Notebook:

Natural Daylight – Lighting Design

27/09/17

Natural daylight - Lighting Design

Big Sky Dome: Light Cognitive

Lighting to Make You Feel More Alert

Lighting that changes throughout the day to mimic natural outdoor light can benefit individuals that spend large amounts of time inside by syncing with the body’s natural circadian rhythm. Recent innovations in natural daylight lighting design allow light sources to change in response to the time of day. These fittings are designed to alleviate feelings of tiredness, low energy and concentration.

 

Our Exposure to Artificial Light Sources

I seems like we spend too much time inside and as a result, our exposure to artificial light sources is ubiquitous. In 2001, the Journal of Exposure Analysis and Environmental Epidemiology published findings from the National Human Activity Pattern Survey. The study sought to understand how humans are affected by indoor and outdoor airborne pollutants, however the survey revealed incidentally that the average time the study group spent indoors was 87% of the day. If we take this as the norm, this means humans in developed countries spend almost 21 hours a day under artificial light — the majority of which is set to a constant intensity and colour output. This is significant, because it distances us from the natural fluctuations of light which allow our bodies to carry out biological processes. To support health and wellbeing, what we actually need are light sources that more closely follow fluctuations in natural light.

The Solution? Big Sky Lighting

Early this year, I met with the designers at Ideaworks in Great Portland street to see a new innovation in lighting design called ‘Big Sky Limitless’. Designed in Finland by specialists Light Cognitive, the fitting is a large screen that emits light levels and colour reproduction to replicate an outdoor natural light environment. Daylight is made up of a wide gamut of wavelengths but peaks in the blue part of the spectrum. During the day cycle, Big Sky emits high intensity light enriched in the blue portion of the spectrum. The effect of blue enriched light (when the body is expecting it) is an increase in alertness and a feeling of wellbeing. Towards the evening and after dusk, the blue part of the light gives over to warmer light associated with the end of the day.

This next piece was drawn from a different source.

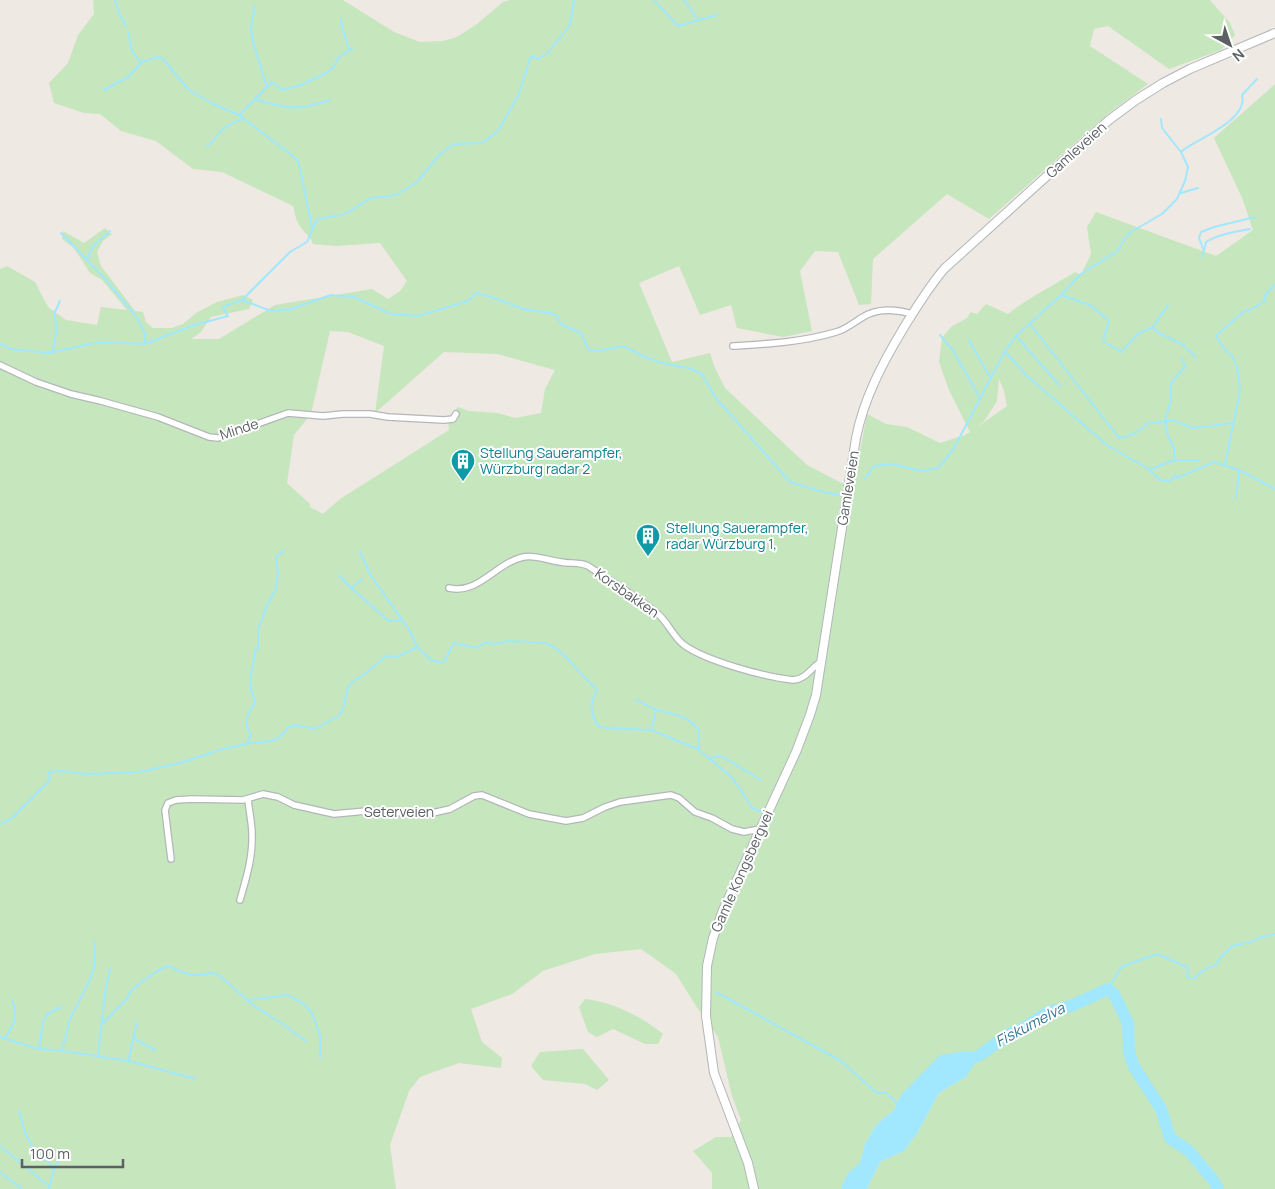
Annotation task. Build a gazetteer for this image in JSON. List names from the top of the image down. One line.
{"streets":{"main road":["Gamleveien","Gamle Kongsbergvei"],"street":["Minde","Korsbakken","Seterveien"]},"crossings":[["Gamleveien","Gamle Kongsbergvei"],["Korsbakken","Gamle Kongsbergvei"],["Seterveien","Gamle Kongsbergvei"]],"water":["Fiskumelva"],"places":{"building":["Stellung Sauerampfer, Würzburg radar 2","Stellung Sauerampfer, radar Würzburg 1,"]},"scale_bar":"100 m","north":"bottom right"}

Light Cognitive are advised by  Dr. Steven Lockley at Harvard Medical School and currently looking at uses in the home, corporate, and hospitality although this could be hugely beneficial in learning environments including complex sensory needs, and care homes. A 2014 paper in Dovepress Journal reported that their study showed that lighting intervention can reduce depression and improve wellbeing in people with dementia.

Lighting that supports good health and wellbeing is a core value for us at Le Lay Architects. Please contact me if you are interested in installing one of these lights. js@lelay.co.uk

 

Post blog note: The Circadian Rhythm

The circadian rhythm in human beings (from the Latin circa, meaning “around” and diēm, meaning “day”) is the internal biological mechanism responsible for maintaining homeostatic health across the 24 hour or diurnal cycle each day. Commonly known and as the ‘body clock’ it is, in fact, made up of many ‘clocks’ or processes that regulate everything from hunger, tiredness, energy levels and mood. A healthy circadian rhythm allows us carry out essential body functions such as sleeping, eating or interacting during the most appropriate times of the day. Coordinating activities with each other allows us to act and work together as a community of human beings.

Perhaps the most well known environmental triggers to coordinate circadian rhythm is the diurnal cycle of the sun across the day, and to a lesser extent the annual cycle of light as it changes throughout the year, especially at latitudes further away from the equator. Most travellers of long haul flight will be familiar with jet lag and the associated symptoms of fatigue, disorientation, and insomnia that accompany it.

Disruptive symptoms can also be replicated by disrupted sleep patterns, inadequate time spent asleep or the consumption of drugs such as alcohol that have detrimental effects on the biological processes that occur during ‘quality’ sleep. The brain does not simply ‘switch off’ when it is asleep — it carries out essential repair processes and removing toxins built up during the ‘awake’ part of the cycle.